"He will take strong hold of your poetic imagination. There is something 'grand, gloomy, and peculiar' about him; a mystery of reserve, which oft amounts to haughtiness. I am but very little acquainted with him, and probably never shall be. Should we chance to meet in society, we would be two parallel lines, never uniting, however near we might approach. Besides, he is a number of years older than myself."

"I suppose you call him old Mr. Linwood," said I, laughing.

We had now entered the gate, and met Mrs. Linwood and Edith walking in the avenue, if Edith could be said to walk, borne on as she was by her softly falling crutches. She looked so exceedingly lovely, I wondered that Richard did not burst forth in expressions of irrepressible admiration. I was never weary of gazing on her beauty. Even after an absence of a few hours, it dawned upon me with new lustre, like that of the rising day. I wondered that any one ever looked at any one else in her presence. As for myself, I felt annihilated by her dazzling fairness, as the little star is absorbed by the resplendent moon.

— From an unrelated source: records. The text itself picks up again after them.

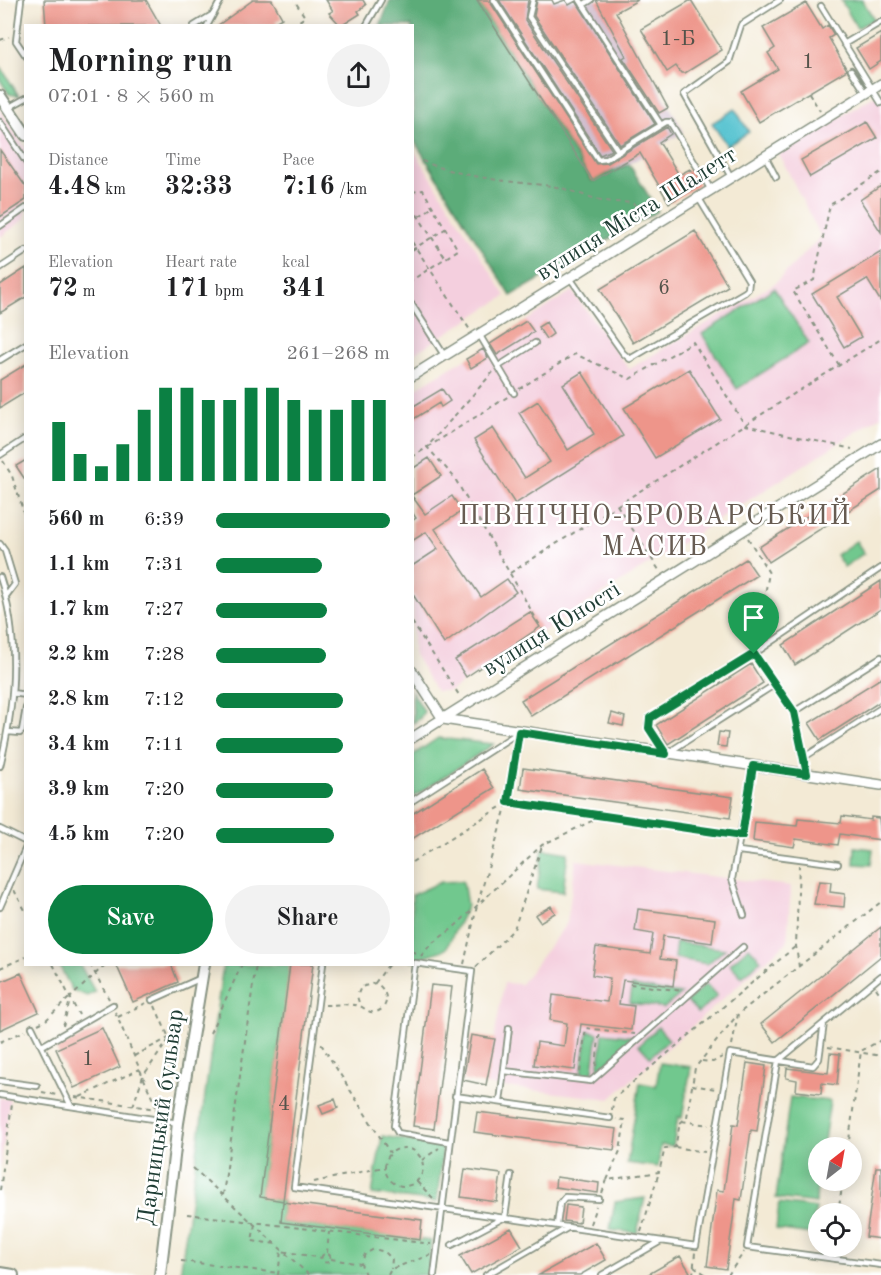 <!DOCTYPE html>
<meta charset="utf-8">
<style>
:root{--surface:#fff;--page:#f2f2f2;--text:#202124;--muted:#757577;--accent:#0b8043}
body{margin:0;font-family:"Old Standard TT",serif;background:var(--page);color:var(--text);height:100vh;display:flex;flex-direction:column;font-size:22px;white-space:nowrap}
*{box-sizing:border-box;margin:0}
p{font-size:20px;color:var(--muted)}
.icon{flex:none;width:33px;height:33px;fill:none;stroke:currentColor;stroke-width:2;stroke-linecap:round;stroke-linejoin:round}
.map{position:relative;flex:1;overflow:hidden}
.panel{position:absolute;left:24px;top:24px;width:390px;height:942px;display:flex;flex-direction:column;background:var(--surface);border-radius:0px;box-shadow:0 3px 15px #0003}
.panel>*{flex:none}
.needle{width:39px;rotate:31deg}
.tools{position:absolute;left:808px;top:1137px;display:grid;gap:12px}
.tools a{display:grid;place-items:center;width:54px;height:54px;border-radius:50%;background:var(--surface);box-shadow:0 3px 15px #0003;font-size:30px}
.pin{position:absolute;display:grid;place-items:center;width:51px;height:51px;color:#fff;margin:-62px -26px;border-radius:50% 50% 50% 0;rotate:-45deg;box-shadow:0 0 6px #0007}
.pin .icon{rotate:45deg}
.round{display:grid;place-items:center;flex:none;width:63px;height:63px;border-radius:32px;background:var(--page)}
.head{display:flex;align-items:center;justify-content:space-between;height:102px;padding:0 24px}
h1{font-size:33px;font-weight:700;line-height:45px}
.metrics{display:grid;grid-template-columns:repeat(3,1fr);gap:9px;height:102px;padding:6px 24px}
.metrics div{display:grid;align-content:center}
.metrics b{font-size:26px;font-weight:700}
.metrics small{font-size:16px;font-weight:400}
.metrics p{font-size:16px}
.chart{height:168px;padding:12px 24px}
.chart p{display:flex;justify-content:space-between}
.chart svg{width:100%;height:108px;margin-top:6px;stroke:var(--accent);stroke-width:6}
.cta{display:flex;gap:12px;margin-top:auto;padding:12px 24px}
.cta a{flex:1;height:69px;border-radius:36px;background:var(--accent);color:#fff;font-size:24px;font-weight:700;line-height:69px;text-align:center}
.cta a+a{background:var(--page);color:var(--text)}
ul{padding:0 24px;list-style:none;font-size:20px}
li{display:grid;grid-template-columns:96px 72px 1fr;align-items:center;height:45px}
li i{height:15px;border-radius:8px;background:var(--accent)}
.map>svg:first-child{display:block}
.built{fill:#f4cfde}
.industrial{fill:#d0bdce}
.green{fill:#71c88e;stroke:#488261;stroke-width:1.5}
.forest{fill:#5cac79;stroke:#3e7456;stroke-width:1.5}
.water{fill:#57c3d0;stroke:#3b8082;stroke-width:1.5}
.building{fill:#ee958a}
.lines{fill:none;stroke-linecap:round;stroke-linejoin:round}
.service-casing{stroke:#899484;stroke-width:8}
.minor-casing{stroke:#899484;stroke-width:12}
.tertiary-casing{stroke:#899484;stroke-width:14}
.path{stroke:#899484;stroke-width:2;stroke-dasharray:4.5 4.5;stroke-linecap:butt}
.service{stroke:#fff;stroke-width:4.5}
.minor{stroke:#fff;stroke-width:9}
.tertiary{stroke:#fff;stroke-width:10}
.route-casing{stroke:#fff;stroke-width:12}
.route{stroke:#0b8043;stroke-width:8}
.labels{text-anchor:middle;stroke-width:5;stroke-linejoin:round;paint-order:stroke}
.number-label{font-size:21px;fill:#53534a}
.street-label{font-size:24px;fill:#1f3d34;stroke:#fff}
.quarter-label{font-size:27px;letter-spacing:1.5px;fill:#675c52;stroke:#fff}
</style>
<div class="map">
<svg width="881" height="1275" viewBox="0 0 881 1275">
<rect width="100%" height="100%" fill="#fff"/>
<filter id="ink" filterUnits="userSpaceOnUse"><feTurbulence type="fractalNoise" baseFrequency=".0167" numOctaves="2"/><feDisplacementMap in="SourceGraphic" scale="12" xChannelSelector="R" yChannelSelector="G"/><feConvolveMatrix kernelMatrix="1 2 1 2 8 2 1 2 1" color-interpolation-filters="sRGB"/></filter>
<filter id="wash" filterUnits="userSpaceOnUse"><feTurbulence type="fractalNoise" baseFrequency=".008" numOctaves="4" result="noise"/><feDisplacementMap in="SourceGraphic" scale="24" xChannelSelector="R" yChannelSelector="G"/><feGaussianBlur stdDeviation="1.35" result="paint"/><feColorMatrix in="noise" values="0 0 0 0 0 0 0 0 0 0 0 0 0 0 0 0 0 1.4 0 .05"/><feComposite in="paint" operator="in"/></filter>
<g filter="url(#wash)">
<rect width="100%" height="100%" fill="#f3ead5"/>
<path class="built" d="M881,92V416L450,691H436L413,653V390L484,348L572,291L629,369L774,284L821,237L779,154Z
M0,110L26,149L25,219L0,237Z
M412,147L506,296L413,354H412Z
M576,860L791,886L787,942L610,1099L486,1085L504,983L521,984L567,923Z
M0,1098L10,1099L0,1168Z"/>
<path class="industrial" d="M477,0H637L616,12L684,132L629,164L593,181Z"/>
<path class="green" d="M841,0H862L874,19L857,28Z
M0,66L19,96L9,94L0,80Z
M774,288L809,343L737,389L702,334Z
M856,541L864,553L844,567L836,555Z
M412,692L424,711L420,718L413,723Z
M438,738L494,744L413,797V755Z
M855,847L873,849L871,865L854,864Z
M543,849L568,853L563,892L537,889Z
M463,881L467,906L446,949L412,961V895L441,882Z
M676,942L725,949L707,964L674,958Z
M749,947L761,960L742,977L730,964Z
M59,965H80L95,992L87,996L72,990Z
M223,965H290L260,1197L283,1201L281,1222L431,1241L428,1275H180Z
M706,984L717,996L698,1013L687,1001Z
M632,986L681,994L664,1008L630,1003Z
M658,1027L669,1040L650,1057L639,1045Z
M588,1031L598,1033L592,1077L581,1075Z
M603,1033L636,1037L598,1071Z
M660,1063L691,1067L682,1118L678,1117L673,1146L661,1145L658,1167L627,1163L640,1083L656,1086Z
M790,1097L830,1101L823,1147L819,1148L816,1203L776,1198Z
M382,1136L443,1146L437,1202L372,1194Z
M645,1198L637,1233L610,1230L615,1202Z
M779,1203L816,1208L811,1234L776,1229Z"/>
<path class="forest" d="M390,0H477L592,181L629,164L658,211L511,296L413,139L412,26H380Z"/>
<path class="water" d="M735,109L749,132L727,146L712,123Z"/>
<g id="blocks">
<path class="building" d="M44,0H146L161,26H46Z
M253,0H272L282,18L275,22L278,26H217Z
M326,0H363L366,5L358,11L360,14L341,26L329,13L333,11Z
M477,0H488L492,5L596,164L608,163L667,127L671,134L659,142L679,175L690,169L699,185L669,203L640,153L593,181Z
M499,0H528L525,20L612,150L600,155Z
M537,0H552L554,4L565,0L569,5L576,1L655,124L620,145L534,16Z
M596,0H638L616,12L668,108L659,113L623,58L626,56Z
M691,0L722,50L685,73H681L676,66L667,72L641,29Z
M806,3L822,29L828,25L834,35L829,38L847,70L759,122L741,91L778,69L768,53L775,48L763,28Z
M881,33V61L869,69L856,48Z
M867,122L877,138L810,177L801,160Z
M0,150L26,187V200L0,217Z
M881,186V232L860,200Z
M695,231L728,286L633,343L600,289Z
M881,252V302L867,279L837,297L861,337L844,347L812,294Z
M26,268V297L0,313V285Z
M526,321L534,332L497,355L490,344Z
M546,322L553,334L546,339L538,327Z
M483,349L488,358L471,368L466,359Z
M26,364V392L0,408V380Z
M689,369L720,419L655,458L624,408Z
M582,372L623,436L515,504L474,440L493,428L525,478L550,462L519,413L538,401L568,450L594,434L563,384Z
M442,389L450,401L441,407L439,403L412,420V407Z
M429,458L441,476L412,495V469Z
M26,460V481L16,466Z
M881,469V490L769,562L759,547Z
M412,496L425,514L452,496L462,511L435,529L481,597L507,579L516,592L444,644L412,593V566L438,549L426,532L412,541V521L416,518L412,512Z
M746,559L757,575L531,716L521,700Z
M881,581V609L795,665L783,645Z
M530,612L540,627L466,677L455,660Z
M751,664L763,683L668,744L656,725Z
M881,678V701L820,740L809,723Z
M612,713L625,717L623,726L609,723Z
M719,732L728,733L726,747L717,746Z
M523,768L733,797L730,818L520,789Z
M482,769L494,788L412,839V814Z
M842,816L871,820V817L879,818L881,840L840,834L838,845L796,839L794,847L753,841L755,822L797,826L798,819L841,823Z
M819,881L831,882L830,892L845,894L844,907L814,904Z
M551,906L555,913L540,922L535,915Z
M638,909L715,919L712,943L663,936L660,959L676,961L673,986L623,980L619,1004L634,1006L631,1030L581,1024L575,1070L534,1065L537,1042L564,1046L567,1023L550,1020L553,995L607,1002L610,978L592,975L596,947L650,954L653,934L635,931Z
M881,927V956L775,1042L761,1024Z
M116,964H171L178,982L133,1002Z
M290,964H313L283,1201L260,1197Z
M21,973L39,1012L0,1030V982Z
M431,985L452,987L434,1129L413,1126Z
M102,1028L120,1067L74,1088L56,1049Z
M471,1035L495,1039L486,1085L463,1080Z
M830,1053L840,1054L837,1085L822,1083L821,1094L796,1091L797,1080L786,1078L787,1068L828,1073Z
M747,1063L766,1066L757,1131L751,1130L741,1200L736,1199L726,1269L707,1266L717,1190L724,1191L733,1124L738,1125Z
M335,1099L338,1108L323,1114L319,1105Z
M477,1112L617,1129L614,1150L474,1132Z
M876,1167H881V1239L866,1237Z
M465,1169L501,1174L497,1202L461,1197Z
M556,1177L599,1183L598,1193L555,1187Z
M283,1202L422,1220L420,1240L281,1222Z
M566,1205L581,1207L579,1223L564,1221Z
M511,1228L522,1246L471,1274L460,1256Z
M596,1243L606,1260L580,1275H539Z
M680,1256L690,1272L684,1275H647Z"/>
</g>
</g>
<g filter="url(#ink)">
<use href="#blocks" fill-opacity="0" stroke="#899484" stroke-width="1.5"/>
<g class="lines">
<defs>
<path id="service" d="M21,0L16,41L26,56
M494,0L598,160L606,159L666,122H670L711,190
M533,0L529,17L619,152
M580,0L661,125
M583,5L591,0
M821,6L881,103
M194,26L212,15
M207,26L221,0
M366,26L381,0
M844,44L881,22
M851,70L866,93
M8,108L26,98
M0,122L26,162
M765,156L776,177
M731,177L684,94L729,62L741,25L780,0
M0,226L26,208
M0,268L26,251
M570,278L623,353L630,359L745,292L748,289L749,281L698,197
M412,305L444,355
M479,334L514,393
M0,360L26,344
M499,366L535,343
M0,455L26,438
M0,544L5,551L15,584L6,596
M0,577C20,638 15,705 0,766
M754,654L794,712L806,773
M774,685L666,754L648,724L650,718L754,654L881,568
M12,693L26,695
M794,712L881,657
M9,732L20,733L22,731L26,708
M803,758L881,708
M412,801L519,732
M508,802L519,732
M0,829L26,842
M739,851L838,864
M0,907L26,847
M744,915L732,879L753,766
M323,964L294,1187L696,1246L730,1053L813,1066L819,1059L824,1023
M881,976L778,1061L747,1247L881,1265
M152,1000L199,979
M32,1027L71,1106
M42,1046L113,1005
M504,1071L591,1081L743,947
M0,1081L37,1086
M0,1095L178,1123
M455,1096L610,1118
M500,1102L509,1028
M557,1225L560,1203L565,1197L599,1199
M452,1245L505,1217L511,1175
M434,1275L472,971L415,963L394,1126L398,1133L449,1142
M486,1275L569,1227
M602,1275L661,1241"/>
<path id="minor" d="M412,376L881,84
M412,671L443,719
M443,719L881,785
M412,738L881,444"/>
<path id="tertiary" d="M0,96L26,135
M0,1273L13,1275
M160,1275L178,1123L204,964"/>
</defs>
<use href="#service" class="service-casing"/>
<use href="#minor" class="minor-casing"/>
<use href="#tertiary" class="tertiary-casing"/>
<path class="path" d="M292,26L305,17L294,0
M0,40L9,37
M809,93L820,111
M422,161C462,177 502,181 543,185C562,186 583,196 601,200C626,206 628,195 651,216
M412,192L423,190L458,250L412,280
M412,207L446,259
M412,221L433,207
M412,242L470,330
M412,250L445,229
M839,365L793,291L814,280L830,205L881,172
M493,372L427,447L454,477L549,641
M519,389L575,354L630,379L693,342L745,425L852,449
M412,457L509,396
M3,461L12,476L26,520
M617,505L659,570
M748,538L769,573L756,642
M510,573L881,339
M412,622L459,695
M515,803L732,835
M412,862L502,806
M14,890L26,912
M412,951L418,955
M421,956L431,944L452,929L542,845L602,816
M53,964L79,1015
M90,964L109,999
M464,964L477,906L506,807
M476,967L514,929L542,846
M799,967L796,946L799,865
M0,968L26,957
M375,983L389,964
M630,984L683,991
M876,988L881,995
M325,1005C335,1005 349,1003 359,1006C365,1007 368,1014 376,1012C392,1007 387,988 375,983L361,987L357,996L360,1006
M155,1006L177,1056
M115,1012L157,1109
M118,1017L146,1003
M38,1024L46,1020L70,997
M63,1026L71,997L106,964
M210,1033L242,964
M0,1042L25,1031
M321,1044L390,1153
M732,1045L738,1014L881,902
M828,1047L881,1056
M134,1056L182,1031
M702,1061L713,1062L722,1057
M596,1066L600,1030
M580,1072L586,1028L635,1034
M692,1085L716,1089
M42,1092L57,1095
M75,1097L170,1111
M80,1097L140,1069
M133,1106L143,1076L170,1038
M612,1110L614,1098L796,946
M682,1121L709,1125
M675,1147L705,1152
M385 1167a19 19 0 1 1 38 0a19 19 0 1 1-38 0Z
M848,1148L861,1051L881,1040
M422,1160L439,1148
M193,1168L309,1275
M607,1180L620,1151L625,1120L616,1119
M314,1182L384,1167
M417,1182L434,1199
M0,1190L12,1104
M602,1193L607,1180L659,1172L665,1148L675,1147L680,1123L687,1117L695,1068L738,1014
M223,1195L256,964
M187,1214L431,1244
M838,1214L843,1180
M255,1224L252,1241L276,1244
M590,1224L596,1206
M641,1232L659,1172
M327,1253L329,1232
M833,1253L834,1246
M321.5 1258a4.5 4.5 0 1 1 9 0a4.5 4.5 0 1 1-9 0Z
M331,1259L361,1264
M181,1261L278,1273
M694,1266L706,1275
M278,1275L281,1251L322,1258
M365,1275L361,1264L365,1254L374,1249L385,1252L392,1259L391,1269
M388,1275L391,1269L430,1255
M693,1275L695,1252
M728,1275L744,1252"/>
<use href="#service" class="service"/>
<use href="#minor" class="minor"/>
<use href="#tertiary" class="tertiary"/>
</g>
</g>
<g class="lines" filter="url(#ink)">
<defs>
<path id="route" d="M754,654L794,712L807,774L753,766L742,836L508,802L519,732L666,754L649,728L650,718Z"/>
</defs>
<use href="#route" class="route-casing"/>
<use href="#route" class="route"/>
</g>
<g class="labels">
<g class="number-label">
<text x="678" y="45">1-Б</text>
<text x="808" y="68">1</text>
<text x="664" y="294">6</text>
<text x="88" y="1065">1</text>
<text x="284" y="1110">4</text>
</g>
<g class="street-label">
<text transform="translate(636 213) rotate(-32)" y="8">вулиця Міста Шалетт</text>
<text transform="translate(551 628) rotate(-32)" y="8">вулиця Юності</text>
<text transform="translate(160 1117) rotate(-82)" y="8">Дарницький бульвар</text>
</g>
<g class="quarter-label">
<text x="655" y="524">ПІВНІЧНО-БРОВАРСЬКИЙ<tspan x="655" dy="31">МАСИВ</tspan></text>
</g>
</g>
</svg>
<div class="tools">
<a><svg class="needle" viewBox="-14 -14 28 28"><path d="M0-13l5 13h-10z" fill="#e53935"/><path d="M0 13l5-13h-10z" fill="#757577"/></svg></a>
<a><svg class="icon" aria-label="locate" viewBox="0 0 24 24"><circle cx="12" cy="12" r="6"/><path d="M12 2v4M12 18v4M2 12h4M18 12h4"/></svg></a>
</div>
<div class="pin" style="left:754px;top:654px;background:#1e9e55"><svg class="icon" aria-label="arrive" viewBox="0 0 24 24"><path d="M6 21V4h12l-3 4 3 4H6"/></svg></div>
<section class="panel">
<div class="head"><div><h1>Morning run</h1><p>07:01 · 8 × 560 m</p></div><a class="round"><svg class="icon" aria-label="share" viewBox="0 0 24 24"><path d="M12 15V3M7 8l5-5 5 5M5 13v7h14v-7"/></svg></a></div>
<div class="metrics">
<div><p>Distance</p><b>4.48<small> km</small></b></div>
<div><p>Time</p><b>32:33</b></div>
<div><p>Pace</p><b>7:16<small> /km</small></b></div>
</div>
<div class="metrics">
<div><p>Elevation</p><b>72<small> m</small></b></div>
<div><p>Heart rate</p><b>171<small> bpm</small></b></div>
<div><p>kcal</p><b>341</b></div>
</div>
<div class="chart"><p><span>Elevation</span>261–268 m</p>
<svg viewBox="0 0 160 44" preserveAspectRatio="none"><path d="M5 44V20M15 44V33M25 44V38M35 44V29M45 44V15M55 44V6M65 44V6M75 44V11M85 44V11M95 44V6M105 44V6M115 44V11M125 44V15M135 44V15M145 44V11M155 44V11"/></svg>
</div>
<ul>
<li><b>560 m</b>6:39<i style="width:100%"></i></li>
<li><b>1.1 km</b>7:31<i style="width:61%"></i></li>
<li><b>1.7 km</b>7:27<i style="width:64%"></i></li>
<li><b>2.2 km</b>7:28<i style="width:63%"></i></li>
<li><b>2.8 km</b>7:12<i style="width:73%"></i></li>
<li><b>3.4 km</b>7:11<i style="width:73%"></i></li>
<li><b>3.9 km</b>7:20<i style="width:67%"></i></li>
<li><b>4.5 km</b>7:20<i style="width:68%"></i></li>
</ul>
<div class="cta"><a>Save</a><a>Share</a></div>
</section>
</div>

Strange, all beautiful as she was she did not attract, as one would suppose, the admiration of the other sex. Perhaps there was something cold and shadowy in the ethereality of her loveliness, a want of sympathy with man's more earthly, passionate nature. It is very certain, the beauty which woman most admires often falls coldly on the gaze of man. Edith had the face of an angel; but hers was not the darkening eye and changing cheek that "pale passion loves." Did the sons of God come down to earth, as they did in olden time, to woo the daughters of men, they might have sought her as their bride. She was not cold, however; she was not passionless. She had a woman's heart, formed to enshrine an idol of clay, believing it imperishable as its own love.

Mrs. Linwood gave Richard a cordial greeting. I had an unaccountable fear that she would not be pleased that he escorted me home so frequently, though this was the first time he had accompanied me to the lawn. She urged him to remain and pass the evening, or rather asked him, for he required no urging. I am sure it must have been a happy one to him. Edith played upon her harp, which had been newly strung. She seemed the very personification of one of Ossian's blue-eyed maids, with her white, rising hands, and long, floating locks.

I was passionately fond of music, and had my talent been early cultivated I would doubtless have excelled. I cared not much about the piano, but there was inspiration in the very sight of a harp. In imagination I was Corinna, improvising the impassioned strains of Italy, or a Sappho, breathing out my soul, like the dying swan, in strains of thrilling melody. Edith was a St. Cecilia. Had my hand swept the chords, the hearts of mortals would have vibrated at the touch; she touched the divine string, and "called angels down."

When I retired that night and saw the reflection of myself full length, in the large pier-glass, between the rosy folds of the sweeping damask, I could not help recalling what Richard Clyde had said of my personal improvement. Was he sincere, when with apparent enthusiasm he had applied to me the epithet, beautiful? No, he could not be; and yet his eyes had emphasized the language of his lips.

I was not vain. Few young girls ever thought less of their personal appearance. I lived so much in the world within, that I gave but little heed to the fashion of my outward form. It seemed so poor an expression of the glowing heart, the heaven-born soul.

For the first time I looked upon myself with reference to the eyes of others, and I tried to imagine the youthful figure on which I gazed as belonging to another, and not myself. Were the outlines softened by the dark-flowing sable, classic and graceful? Was there beauty in the oval cheek, now wearing the warm bloom of the brunette, or the dark, long-lashed eye, which drooped with the burden of unuttered thoughts?

As I asked myself these questions, I smiled at my folly; and as the image smiled back upon the original, there was such a light, such a glow, such a living soul passed before me, that for one moment a triumphant consciousness swelled my bosom, a new revelation beamed on my understanding,—the consciousness of woman's hitherto unknown power,—the revelation of woman's destiny.